Commentary

Article

Lodoco: A New Indication for an Old Drug

Historically, colchicine has been used primarily in the management of gout; however, in 2023, the FDA approved Lodoco, a newly marketed colchicine product, for the management of cardiovascular disease.

Background

Colchicine (Lodoco; Agepha Pharma) is a drug that has been used by humans since ancient times.1 In the US, it was first approved by the FDA in 1961.2 Historically, colchicine has been used primarily in the management of gout; however, in 2023, the FDA approved Lodoco, a newly marketed colchicine product, for the management of cardiovascular disease.

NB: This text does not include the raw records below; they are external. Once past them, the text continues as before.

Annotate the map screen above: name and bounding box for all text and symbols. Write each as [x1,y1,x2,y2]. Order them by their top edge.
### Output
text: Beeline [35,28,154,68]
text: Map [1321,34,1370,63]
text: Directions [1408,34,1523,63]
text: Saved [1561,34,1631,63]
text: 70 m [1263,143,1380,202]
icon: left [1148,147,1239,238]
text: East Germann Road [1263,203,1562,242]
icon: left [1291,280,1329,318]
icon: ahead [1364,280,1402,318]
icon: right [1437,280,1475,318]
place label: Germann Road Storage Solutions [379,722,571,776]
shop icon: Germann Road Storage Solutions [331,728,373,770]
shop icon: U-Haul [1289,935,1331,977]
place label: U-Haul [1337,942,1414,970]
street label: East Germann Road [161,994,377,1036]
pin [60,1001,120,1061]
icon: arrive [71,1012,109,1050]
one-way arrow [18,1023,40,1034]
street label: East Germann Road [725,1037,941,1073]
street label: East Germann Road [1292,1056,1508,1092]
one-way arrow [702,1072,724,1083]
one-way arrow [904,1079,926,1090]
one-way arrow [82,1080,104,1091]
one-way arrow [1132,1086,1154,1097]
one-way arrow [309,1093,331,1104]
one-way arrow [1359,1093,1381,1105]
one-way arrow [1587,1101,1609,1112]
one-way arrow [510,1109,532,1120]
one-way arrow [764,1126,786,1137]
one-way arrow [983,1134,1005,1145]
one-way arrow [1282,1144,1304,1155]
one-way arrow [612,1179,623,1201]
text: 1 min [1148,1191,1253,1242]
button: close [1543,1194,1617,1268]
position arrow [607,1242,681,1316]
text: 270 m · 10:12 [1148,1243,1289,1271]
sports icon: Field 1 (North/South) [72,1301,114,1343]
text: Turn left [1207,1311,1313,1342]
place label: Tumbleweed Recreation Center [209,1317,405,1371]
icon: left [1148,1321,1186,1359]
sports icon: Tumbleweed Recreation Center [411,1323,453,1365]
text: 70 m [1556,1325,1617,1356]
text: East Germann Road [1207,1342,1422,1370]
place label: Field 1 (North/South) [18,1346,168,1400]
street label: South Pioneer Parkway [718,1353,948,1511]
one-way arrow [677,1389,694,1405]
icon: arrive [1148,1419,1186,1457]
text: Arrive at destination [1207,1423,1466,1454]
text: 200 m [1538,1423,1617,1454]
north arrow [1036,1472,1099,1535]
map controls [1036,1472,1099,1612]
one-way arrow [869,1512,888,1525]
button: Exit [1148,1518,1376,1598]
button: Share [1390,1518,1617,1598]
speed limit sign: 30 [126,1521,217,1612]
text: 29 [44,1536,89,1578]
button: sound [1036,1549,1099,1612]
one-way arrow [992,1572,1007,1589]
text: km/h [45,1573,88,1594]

Image credit: mihail | stock.adobe.com

Image credit: mihail | stock.adobe.com

Colchicine possesses anti-inflammatory properties which are attributed to a broad range of activities.3 These properties contribute to its effectiveness in the management of gout and possibly in other pathologies that are associated with inflammatory processes.3 When used for relief of an acute gout flare, the general dosing recommendation for colchicine is 1.2 mg given orally at the first sign of flare followed by 0.6 mg 1 hour later.4 For prophylaxis of recurrent gout flares in adults and adolescents, the general recommended dose is 0.6 mg once or twice daily.4

In contrast, for the recently approved indication of reducing the risk of myocardial infarction, stroke, coronary revascularization, and cardiovascular death in adult patients with established atherosclerotic disease or with multiple cardiovascular disease risk factors, the recommended dose is 0.5 mg of colchicine orally once daily.5

Clinical Evidence

Though not fully understood, colchicine’s efficacy in cardiovascular disease is attributed to its ability to prevent the activation, degranulation, and migration of neutrophils. It may also interfere with the intracellular assembly of the inflammasome complex in neutrophils and monocytes that mediates activation of interleukin-1β.5

The clinical efficacy of colchicine in the prevention of cardiovascular events was evaluated in the LoDoCo2 trial,1 described in LODOCO’s prescribing information and with results published in the New England Journal of Medicine. In this randomized, controlled, double-blind trial, a total of 5522 patients with chronic coronary disease were assigned to receive 0.5 mg of colchicine once daily or matching placebo with a median duration of follow-up of 29 months. The primary end point was a composite of cardiovascular death, spontaneous myocardial infarction, ischemic stroke, or ischemia-driven coronary revascularization. The key secondary end point was a composite of cardiovascular death, spontaneous myocardial infarction, or ischemic stroke.6

The investigators reported that the primary end point occurred in 6.8% of the patients in the colchicine group and in 9.6% of the patients in the placebo group (incidence, 2.5 vs. 3.6 events per 100 person-years; hazard ratio [HR], 0.69; 95% confidence interval [CI], 0.57 to 0.83; P<0.001). A key secondary end-point event occurred in 4.2% of the patients in the colchicine group versus 5.7% of the patients in the placebo group (incidence, 1.5 vs. 2.1 events per 100 person-years; HR 0.72; 95% CI, 0.57 to 0.92; P = 0.007). The incidence of death from non-cardiovascular causes was higher in the colchicine group than in the placebo group (incidence, 0.7 vs. 0.5 events per 100 person-years; HR 1.51; 95% CI, 0.99 to 2.31). Although this latter finding was not statistically significant, the investigators noted that this was a potential concern. Overall, the investigators concluded that the risk of cardiovascular events was significantly lower among those who received 0.5 mg of colchicine once daily than among those who received placebo.6

About the Authors

Zayda Habib, Fiona Lee, Ming Zhu Lee, and Rachel Wu are all PharmD candidates in the Arnold & Marie Schwartz College of Pharmacy and Health Sciences at Long Island University.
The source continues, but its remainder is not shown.